Well-established osteotomy models of long bones in rodents exist with stabilization possibilities using external fixators, plates or intramedullary pin/locking nails.^9–11 The most common localization is the femur, while models also exist for the tibia. Each different stabilization possibility bears the potential of different gap sizes varying between 1–8 mm in rats and 0.1–4 mm in mice.^11,12 Pathophysiological processes such as bone healing disorders are created by forming an unstable fixation or by creating critical size defects, cauterization of the periosteum or removal of the bone marrow. Nevertheless, for any defined experiment each model has its own advantages and disadvantages. While the external fixation prevents the direct interaction of the device with the defect and interferes with the bone marrow only through the pins, it is especially suitable for cell-based approaches and biomaterial testing. The disadvantage is its position outside the body that tempts the animal to manipulate the device and increase the risk of infection due to direct communication between the outside environment and internal structures. Therefore, the plate features a closure of fascia and skin over the device that prevents manipulation and decreases the susceptibility to infections. Even more important is the increase in mechanical stability due to a lower offset of the fixation plate. Therefore, it is more suitable for larger defects, which prevent osteolysis at the pins. However, the plate affects the periosteum and changes the bone healing process at the site of the mounted plate. By contrast with the other two models, the intramedullary pin/locking nail more or less replaces the bone marrow with all its cells and vessels. Current understanding is that this destruction diminishes the autologous healing potential of the bone.¹³ However, it is the most adequate model for closed fractures, in comparison to the clinical routine.¹⁴

The mouse osteotomy model

The small size of mice has long been considered a hindrance in bone healing research. However fixator systems are available today for various applications, which allow experimenters to mimic clinically used stabilization techniques with systems designed and optimized for the small bones of mice. This still leaves the challenge of the small sample size of the harvested specimens, a fracture hematoma of 0.7 × 1.4 mm or 200 µL of blood serum after terminal cardiac blood sampling. However, with the high sensitivity of current analytical tools this has become a surmountable challenge.¹⁵ External fixation in the femur of the mouse can be accomplished with a gap size of 0.1 mm and up to 2 mm in a rigid or semi-rigid setting, respectively. For our research, we have established a model that does not completely heal within a time period of 21 days (osteotomy gap 0.7 mm) in the control group so that an improvement in the healing process can be easily detected in treated groups.

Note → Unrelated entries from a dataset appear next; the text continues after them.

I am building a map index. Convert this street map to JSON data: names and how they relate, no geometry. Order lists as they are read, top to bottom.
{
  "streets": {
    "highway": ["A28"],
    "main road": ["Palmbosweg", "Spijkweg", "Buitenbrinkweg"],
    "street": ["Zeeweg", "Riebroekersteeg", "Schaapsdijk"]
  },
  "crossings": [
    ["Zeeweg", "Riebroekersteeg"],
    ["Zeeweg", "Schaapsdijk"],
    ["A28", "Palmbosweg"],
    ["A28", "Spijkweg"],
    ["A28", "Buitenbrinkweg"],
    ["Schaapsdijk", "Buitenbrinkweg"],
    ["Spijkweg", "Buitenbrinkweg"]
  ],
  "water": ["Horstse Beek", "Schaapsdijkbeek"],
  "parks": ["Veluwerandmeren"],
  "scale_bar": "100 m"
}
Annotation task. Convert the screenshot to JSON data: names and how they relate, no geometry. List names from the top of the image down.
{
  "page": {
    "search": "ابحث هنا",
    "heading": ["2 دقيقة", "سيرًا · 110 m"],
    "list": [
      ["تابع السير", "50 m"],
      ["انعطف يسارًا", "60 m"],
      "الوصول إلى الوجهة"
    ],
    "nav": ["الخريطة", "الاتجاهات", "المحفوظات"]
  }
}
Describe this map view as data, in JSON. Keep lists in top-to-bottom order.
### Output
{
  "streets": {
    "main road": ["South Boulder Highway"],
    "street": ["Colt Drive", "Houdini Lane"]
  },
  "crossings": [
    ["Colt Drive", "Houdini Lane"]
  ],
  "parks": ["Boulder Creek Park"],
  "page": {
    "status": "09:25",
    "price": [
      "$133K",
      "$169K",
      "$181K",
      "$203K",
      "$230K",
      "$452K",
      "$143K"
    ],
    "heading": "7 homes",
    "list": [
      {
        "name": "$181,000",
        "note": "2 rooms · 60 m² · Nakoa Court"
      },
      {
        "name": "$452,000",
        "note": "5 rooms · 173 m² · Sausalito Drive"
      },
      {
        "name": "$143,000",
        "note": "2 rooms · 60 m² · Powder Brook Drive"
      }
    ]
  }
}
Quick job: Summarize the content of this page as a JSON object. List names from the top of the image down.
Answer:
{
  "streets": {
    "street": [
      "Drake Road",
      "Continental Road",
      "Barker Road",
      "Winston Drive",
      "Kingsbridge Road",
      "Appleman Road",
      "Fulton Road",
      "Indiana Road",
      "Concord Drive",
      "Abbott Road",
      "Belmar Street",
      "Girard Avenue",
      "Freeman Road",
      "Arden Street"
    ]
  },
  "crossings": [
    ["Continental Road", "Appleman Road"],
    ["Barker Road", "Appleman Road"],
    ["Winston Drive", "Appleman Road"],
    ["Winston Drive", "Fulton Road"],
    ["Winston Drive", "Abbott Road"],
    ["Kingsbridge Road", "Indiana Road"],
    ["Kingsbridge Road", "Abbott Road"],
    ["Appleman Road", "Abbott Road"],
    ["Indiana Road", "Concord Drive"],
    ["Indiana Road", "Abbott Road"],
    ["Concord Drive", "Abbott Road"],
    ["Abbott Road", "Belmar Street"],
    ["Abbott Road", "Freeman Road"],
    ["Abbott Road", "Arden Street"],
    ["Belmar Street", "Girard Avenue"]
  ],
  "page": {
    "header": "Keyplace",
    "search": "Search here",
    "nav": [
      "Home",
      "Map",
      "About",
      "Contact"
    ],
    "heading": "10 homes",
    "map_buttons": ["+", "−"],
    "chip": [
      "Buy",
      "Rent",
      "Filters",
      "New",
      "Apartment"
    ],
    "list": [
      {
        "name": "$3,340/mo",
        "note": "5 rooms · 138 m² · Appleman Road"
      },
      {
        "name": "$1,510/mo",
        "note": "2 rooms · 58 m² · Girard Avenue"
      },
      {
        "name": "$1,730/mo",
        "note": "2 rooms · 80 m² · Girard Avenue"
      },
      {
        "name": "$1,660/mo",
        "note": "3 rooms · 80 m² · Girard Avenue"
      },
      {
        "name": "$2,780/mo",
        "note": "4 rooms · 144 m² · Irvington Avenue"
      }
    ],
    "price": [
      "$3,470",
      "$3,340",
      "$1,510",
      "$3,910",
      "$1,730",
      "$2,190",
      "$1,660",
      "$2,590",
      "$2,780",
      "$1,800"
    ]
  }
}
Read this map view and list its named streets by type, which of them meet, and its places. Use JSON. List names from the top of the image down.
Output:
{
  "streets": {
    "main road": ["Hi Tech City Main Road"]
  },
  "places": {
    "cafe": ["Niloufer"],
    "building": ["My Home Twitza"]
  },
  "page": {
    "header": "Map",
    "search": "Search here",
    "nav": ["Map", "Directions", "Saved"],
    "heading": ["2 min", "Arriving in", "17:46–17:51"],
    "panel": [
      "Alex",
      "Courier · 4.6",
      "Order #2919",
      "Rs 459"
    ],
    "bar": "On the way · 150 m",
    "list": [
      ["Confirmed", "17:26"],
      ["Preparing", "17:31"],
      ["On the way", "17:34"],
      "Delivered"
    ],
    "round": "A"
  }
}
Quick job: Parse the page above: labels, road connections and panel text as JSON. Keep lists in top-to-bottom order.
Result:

This model only works in female animals as the bone healing process is slower in females than in males,¹⁶ and we only use the C57BL/6 strain in our studies. This strain has good bone healing qualities: bone growth is ‘adult’ at around 12 weeks and bone reaches its peak bone mass at around 16 weeks. The external fixation system (MouseExFix; RISystem, Davos Platz, Switzerland) which we now use in multiple settings has proved to be highly reliable so that we have very few dropouts in our studies, allowing for small group sizes in our study design which reduces animal numbers (Figure 1). Surgery time for an experienced operator is around 15 min per animal. This reduces the time of anesthesia and thus the stress for the animals.¹⁷

Figure 1.

(A) External fixation on the left femur. (B) MouseExFix from RISystem. (C) X-ray of 0.7 mm gap post-operation. (D) Mouse 10 min after surgery, still under the red heat light with close supervision in the surgical theater, and already rearing. (E) Mouse with external fixator after observation time of 21 days, no irritation of the surrounding tissue at the external fixator, and the mouse shows all the signs of a healthy animal.

Severity assessment

Within EU regulations, Directive 2010/63/EU lists examples to aid in the assignment of severity classifications to specific procedures (Annex VIII). On this basis, severity depends on the degree of pain, suffering, distress or lasting harm expected to be experienced by an individual animal during the course of the procedure. Levels range from (i) mild (short-term mild pain, suffering or distress; no significant impairment of the well-being or general condition), to (ii) moderate (short-term moderate pain, suffering or distress, or long-lasting mild pain, suffering or distress; moderate impairment of the well-being or general condition), and to (iii) severe (severe pain, suffering or distress, or long-lasting moderate pain, suffering or distress; severe impairment of the well-being or general condition). According to Directive 2010/63/EU, the level of severity of osteotomy as a procedure depends on the degree of fixation stability. Hence, we consider a stable fixation as having moderate severity for up to three days post-surgery and low severity for an ongoing 7–10 days until the wounds are healed. Unstable fixation without restoration of functionality is normally classified as severe.

Assessment of welfare

A distinct recognition of pain in experimental animals is essential for evaluation of biological effects as well as for ethical reasons. Pain can lead to wound healing and blood flow disorders, immunosuppression and increased infection risks.¹⁸ Poorly-managed pain can have an impact on the success of a study as the animals change the load-bearing of the affected limb.^19,20 Therefore, welfare and pain assessment in small rodents is of great importance. Unfortunately, there is no ‘gold standard’ for measuring or assessing animal pain, especially in rats and mice.²¹ In bone research, well-described systems only exist for large animal models such as lambs and dogs.^22,23 General pain indicators in rats and mice are worsening of appearance (such as neglected fur care), reduced condition (e.g. loss of body weight), prolonged re-convalescence, reduced food and water uptake, conspicuous posture, pain face (closed eyes, flattened ears and nose hairs), decreased activity, abnormal movement, vocalization, and absence of nest building.²⁴ The daily observation by trained personnel, video surveillance with automatic analysis and telemetric methods (e.g. heart frequency, body temperature, breath frequency) can support pain assessment.^25,26 Animals should always be observed in their familiar environment and before any kind of manipulation. Furthermore, it must be recognized that rodents are nocturnal and less active during the day. Weight loss is frequently used as an indicator of poor animal welfare.²⁷ But severe weight loss will always be accompanied by other symptoms such as dehydration, apathy or separation from the group.²⁸ On the other hand, slow weight loss over days with no other symptoms might be caused by transportation, change of environment, handling or recovery from anesthesia and surgery and consequent reduction in food uptake. In such cases, the animals can be fed with soaked food, apples or jelly if they have been used as food beforehand. Rats and mice are unlikely to eat novel food when in a state of poor welfare, therefore cases of unexplained weight loss should be carefully investigated.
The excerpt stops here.